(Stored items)
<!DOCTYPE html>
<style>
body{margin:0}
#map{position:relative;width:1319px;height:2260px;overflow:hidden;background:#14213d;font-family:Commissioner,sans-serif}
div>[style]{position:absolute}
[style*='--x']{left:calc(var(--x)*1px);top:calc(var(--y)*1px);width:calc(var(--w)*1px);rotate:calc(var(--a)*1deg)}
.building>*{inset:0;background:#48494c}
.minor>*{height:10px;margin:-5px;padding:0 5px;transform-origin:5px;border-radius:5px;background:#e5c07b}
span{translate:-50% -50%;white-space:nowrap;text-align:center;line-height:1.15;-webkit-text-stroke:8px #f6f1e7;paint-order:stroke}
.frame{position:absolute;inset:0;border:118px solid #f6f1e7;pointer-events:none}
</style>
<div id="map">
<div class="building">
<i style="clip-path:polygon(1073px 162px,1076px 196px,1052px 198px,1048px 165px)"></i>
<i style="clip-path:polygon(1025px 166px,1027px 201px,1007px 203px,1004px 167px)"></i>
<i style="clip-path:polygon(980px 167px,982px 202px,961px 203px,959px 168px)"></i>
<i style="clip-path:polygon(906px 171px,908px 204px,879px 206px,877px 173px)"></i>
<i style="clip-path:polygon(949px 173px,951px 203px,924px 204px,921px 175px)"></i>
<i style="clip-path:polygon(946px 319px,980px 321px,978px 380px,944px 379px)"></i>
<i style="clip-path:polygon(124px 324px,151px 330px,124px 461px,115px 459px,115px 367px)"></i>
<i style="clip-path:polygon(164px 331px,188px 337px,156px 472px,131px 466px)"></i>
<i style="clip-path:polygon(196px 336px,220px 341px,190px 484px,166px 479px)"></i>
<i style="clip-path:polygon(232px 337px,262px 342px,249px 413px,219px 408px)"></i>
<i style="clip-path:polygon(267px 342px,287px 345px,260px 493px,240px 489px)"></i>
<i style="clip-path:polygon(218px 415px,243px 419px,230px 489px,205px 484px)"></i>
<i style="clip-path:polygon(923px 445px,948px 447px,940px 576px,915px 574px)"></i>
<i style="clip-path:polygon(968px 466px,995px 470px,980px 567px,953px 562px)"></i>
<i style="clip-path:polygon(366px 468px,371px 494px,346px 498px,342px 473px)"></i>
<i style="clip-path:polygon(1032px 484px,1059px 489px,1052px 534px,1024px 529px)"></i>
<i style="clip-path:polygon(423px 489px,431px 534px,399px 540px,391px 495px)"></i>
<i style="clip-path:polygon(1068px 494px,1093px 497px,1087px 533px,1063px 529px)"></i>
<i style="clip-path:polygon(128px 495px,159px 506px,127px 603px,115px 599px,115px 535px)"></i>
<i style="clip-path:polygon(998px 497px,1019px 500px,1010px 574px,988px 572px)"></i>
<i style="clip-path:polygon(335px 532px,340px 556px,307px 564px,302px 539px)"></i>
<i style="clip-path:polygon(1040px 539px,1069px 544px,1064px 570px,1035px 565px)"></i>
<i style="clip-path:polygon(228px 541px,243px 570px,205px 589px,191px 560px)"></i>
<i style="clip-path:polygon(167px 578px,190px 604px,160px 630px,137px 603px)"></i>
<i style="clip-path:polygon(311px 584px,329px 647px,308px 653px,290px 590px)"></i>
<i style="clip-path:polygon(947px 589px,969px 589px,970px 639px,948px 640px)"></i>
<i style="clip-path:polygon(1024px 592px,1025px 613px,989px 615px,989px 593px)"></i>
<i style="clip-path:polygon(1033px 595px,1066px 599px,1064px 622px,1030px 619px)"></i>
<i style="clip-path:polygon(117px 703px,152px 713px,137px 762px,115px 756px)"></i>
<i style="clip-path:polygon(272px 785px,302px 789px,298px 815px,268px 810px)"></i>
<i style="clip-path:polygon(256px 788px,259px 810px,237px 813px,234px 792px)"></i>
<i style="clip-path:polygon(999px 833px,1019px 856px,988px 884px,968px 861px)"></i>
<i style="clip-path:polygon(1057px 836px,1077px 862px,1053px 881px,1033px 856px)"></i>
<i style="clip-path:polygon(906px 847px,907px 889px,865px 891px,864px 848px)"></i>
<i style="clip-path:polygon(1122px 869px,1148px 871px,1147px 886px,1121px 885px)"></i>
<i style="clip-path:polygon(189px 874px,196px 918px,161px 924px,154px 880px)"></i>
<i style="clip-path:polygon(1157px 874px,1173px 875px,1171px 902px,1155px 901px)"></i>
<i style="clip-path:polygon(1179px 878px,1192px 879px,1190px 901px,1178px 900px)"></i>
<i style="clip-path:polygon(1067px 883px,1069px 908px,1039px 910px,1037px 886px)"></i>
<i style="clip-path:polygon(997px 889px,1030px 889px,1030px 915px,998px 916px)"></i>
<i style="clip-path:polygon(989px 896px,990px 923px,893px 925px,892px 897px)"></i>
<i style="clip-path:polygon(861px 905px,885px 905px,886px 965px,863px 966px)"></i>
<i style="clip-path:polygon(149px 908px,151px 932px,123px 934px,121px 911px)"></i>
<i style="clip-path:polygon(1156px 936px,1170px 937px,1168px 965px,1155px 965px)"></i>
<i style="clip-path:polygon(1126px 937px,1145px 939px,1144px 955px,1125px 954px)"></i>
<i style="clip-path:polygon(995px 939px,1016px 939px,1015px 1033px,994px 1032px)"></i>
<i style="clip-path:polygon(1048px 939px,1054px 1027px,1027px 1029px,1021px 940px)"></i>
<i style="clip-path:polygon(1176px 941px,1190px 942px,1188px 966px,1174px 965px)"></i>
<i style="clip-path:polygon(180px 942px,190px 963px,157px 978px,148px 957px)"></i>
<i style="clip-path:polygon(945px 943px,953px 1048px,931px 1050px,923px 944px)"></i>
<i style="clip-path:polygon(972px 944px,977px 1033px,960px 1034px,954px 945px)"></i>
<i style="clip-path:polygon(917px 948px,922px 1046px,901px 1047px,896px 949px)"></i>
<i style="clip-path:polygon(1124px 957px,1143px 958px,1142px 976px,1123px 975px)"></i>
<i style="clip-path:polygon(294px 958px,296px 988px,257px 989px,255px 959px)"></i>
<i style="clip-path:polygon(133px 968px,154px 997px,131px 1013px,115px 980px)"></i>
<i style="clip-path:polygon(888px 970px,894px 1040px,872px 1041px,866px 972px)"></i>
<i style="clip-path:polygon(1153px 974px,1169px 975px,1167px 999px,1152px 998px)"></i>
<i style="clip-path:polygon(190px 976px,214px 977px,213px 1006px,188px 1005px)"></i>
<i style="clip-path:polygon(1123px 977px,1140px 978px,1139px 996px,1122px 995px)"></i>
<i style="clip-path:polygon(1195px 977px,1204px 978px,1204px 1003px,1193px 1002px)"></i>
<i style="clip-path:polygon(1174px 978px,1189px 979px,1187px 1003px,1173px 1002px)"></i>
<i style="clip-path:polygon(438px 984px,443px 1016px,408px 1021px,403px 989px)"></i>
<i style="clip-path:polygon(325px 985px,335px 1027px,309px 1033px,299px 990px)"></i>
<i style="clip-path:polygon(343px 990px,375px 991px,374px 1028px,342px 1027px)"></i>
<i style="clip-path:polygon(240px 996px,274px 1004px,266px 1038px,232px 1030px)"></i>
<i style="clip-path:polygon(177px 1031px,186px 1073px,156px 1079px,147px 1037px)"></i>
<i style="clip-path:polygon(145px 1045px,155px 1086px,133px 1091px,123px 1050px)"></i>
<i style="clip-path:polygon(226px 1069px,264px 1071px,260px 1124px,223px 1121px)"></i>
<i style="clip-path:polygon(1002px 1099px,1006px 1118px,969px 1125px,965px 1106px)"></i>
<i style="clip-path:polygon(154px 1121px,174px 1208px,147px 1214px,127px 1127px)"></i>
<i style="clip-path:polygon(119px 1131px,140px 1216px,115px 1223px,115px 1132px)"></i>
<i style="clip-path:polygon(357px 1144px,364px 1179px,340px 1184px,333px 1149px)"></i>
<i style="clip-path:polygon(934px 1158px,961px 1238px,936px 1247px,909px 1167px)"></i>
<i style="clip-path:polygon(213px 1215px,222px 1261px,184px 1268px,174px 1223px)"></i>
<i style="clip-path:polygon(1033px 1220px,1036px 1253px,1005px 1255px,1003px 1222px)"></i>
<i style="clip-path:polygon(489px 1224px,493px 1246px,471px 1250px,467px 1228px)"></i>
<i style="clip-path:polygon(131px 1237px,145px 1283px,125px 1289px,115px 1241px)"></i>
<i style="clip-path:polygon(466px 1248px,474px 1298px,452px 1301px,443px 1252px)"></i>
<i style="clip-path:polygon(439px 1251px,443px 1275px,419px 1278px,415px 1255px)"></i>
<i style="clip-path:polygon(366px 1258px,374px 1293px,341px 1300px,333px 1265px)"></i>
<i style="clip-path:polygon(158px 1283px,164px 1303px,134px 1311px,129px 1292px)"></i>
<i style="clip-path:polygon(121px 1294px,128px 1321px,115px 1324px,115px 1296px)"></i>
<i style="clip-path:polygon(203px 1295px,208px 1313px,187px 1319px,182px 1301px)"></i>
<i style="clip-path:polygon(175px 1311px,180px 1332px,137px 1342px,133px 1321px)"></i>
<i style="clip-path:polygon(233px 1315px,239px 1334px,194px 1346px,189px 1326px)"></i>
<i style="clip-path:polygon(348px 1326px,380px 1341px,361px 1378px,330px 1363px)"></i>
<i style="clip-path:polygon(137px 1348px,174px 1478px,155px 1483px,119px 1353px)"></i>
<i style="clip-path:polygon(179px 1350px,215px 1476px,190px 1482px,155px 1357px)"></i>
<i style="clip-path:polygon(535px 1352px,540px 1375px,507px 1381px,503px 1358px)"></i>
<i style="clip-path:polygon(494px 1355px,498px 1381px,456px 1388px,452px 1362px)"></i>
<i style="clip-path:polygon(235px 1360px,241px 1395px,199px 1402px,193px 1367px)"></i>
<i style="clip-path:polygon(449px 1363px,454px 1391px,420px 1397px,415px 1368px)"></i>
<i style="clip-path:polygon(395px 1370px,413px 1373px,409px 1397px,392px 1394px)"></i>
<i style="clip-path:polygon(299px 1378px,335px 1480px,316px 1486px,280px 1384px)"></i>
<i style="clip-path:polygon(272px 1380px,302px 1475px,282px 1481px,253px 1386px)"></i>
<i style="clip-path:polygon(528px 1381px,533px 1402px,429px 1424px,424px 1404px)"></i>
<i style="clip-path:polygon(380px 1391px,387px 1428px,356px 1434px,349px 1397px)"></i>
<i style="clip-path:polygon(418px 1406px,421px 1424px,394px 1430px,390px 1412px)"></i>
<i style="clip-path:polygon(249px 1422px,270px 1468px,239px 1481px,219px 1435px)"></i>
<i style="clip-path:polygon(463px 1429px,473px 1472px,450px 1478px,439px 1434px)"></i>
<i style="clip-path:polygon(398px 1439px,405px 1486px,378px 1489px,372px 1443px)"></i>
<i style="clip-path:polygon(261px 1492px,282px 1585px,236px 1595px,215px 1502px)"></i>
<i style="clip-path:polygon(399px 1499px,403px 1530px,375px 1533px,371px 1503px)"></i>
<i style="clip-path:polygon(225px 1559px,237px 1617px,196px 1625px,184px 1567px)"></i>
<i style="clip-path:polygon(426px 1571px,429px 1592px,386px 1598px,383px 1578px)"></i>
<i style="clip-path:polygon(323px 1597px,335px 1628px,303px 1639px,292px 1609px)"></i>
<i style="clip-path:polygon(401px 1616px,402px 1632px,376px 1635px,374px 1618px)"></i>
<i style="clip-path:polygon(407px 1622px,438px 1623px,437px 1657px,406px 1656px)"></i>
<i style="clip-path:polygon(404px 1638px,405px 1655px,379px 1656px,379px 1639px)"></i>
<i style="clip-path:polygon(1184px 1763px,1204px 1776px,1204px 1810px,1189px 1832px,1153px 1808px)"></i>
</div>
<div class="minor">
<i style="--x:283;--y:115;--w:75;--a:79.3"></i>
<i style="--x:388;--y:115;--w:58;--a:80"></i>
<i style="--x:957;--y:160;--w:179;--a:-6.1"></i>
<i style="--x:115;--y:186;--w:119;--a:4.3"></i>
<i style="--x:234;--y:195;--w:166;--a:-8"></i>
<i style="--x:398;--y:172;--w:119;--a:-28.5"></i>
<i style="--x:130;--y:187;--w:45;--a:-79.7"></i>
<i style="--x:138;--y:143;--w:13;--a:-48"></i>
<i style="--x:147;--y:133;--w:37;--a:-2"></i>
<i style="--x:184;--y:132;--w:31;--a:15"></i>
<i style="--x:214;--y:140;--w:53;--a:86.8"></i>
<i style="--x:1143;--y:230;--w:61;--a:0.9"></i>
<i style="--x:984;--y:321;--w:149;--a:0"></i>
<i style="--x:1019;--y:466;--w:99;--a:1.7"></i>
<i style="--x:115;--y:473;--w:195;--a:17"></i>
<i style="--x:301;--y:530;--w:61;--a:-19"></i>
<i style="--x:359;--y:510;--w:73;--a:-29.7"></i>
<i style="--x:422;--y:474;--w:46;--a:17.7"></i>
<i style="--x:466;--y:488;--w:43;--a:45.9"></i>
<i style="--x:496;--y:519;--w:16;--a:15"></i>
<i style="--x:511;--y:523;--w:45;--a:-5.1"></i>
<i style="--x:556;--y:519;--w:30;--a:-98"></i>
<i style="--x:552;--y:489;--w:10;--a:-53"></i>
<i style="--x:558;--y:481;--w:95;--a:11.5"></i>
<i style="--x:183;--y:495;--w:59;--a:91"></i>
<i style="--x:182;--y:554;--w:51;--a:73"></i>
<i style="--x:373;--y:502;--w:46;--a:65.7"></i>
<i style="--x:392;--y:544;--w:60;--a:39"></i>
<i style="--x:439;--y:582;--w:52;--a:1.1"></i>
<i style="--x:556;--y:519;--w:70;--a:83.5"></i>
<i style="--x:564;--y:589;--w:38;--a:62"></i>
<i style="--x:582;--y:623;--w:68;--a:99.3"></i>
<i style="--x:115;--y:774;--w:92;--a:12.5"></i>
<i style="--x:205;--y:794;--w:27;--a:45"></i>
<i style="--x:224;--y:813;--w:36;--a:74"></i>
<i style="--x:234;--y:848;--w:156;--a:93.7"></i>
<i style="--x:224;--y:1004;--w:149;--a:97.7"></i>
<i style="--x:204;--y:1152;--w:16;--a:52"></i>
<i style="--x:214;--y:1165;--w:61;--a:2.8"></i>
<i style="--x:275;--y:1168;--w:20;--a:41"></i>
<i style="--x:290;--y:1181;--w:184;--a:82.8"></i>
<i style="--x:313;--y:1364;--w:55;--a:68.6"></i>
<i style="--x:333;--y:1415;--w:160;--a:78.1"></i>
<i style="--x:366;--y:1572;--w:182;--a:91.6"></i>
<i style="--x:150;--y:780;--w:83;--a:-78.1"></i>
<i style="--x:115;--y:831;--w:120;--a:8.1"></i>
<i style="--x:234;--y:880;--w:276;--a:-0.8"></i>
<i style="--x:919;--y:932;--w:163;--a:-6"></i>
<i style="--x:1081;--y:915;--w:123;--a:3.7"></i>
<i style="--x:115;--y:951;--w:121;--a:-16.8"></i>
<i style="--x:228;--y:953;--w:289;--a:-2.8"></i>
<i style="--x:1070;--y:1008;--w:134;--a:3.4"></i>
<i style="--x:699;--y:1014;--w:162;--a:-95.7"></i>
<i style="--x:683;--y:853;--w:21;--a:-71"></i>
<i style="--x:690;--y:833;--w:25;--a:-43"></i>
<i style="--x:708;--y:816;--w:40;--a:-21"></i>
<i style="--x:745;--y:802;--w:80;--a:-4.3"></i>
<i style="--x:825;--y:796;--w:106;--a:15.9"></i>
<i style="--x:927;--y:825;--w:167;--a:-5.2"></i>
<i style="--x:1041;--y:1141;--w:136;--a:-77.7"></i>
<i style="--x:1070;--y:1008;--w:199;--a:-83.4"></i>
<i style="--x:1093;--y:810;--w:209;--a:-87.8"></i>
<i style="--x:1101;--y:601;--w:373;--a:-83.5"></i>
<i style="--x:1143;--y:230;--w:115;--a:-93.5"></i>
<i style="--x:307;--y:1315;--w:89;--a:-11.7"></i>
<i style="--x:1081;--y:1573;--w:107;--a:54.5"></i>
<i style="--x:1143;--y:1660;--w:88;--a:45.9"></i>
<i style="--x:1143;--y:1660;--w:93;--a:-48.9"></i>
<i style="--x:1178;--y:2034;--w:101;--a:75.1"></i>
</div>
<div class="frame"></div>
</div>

▸ **Directions**
From the records above, copy only the lines starting with the line that holds "589px,969px 589px,970px 639px,948px" and going on through the line that holds "833px,1019px 856px,988px 884px,968px", exactly as written.

▸ **Output for this task**
<i style="clip-path:polygon(947px 589px,969px 589px,970px 639px,948px 640px)"></i>
<i style="clip-path:polygon(1024px 592px,1025px 613px,989px 615px,989px 593px)"></i>
<i style="clip-path:polygon(1033px 595px,1066px 599px,1064px 622px,1030px 619px)"></i>
<i style="clip-path:polygon(117px 703px,152px 713px,137px 762px,115px 756px)"></i>
<i style="clip-path:polygon(272px 785px,302px 789px,298px 815px,268px 810px)"></i>
<i style="clip-path:polygon(256px 788px,259px 810px,237px 813px,234px 792px)"></i>
<i style="clip-path:polygon(999px 833px,1019px 856px,988px 884px,968px 861px)"></i>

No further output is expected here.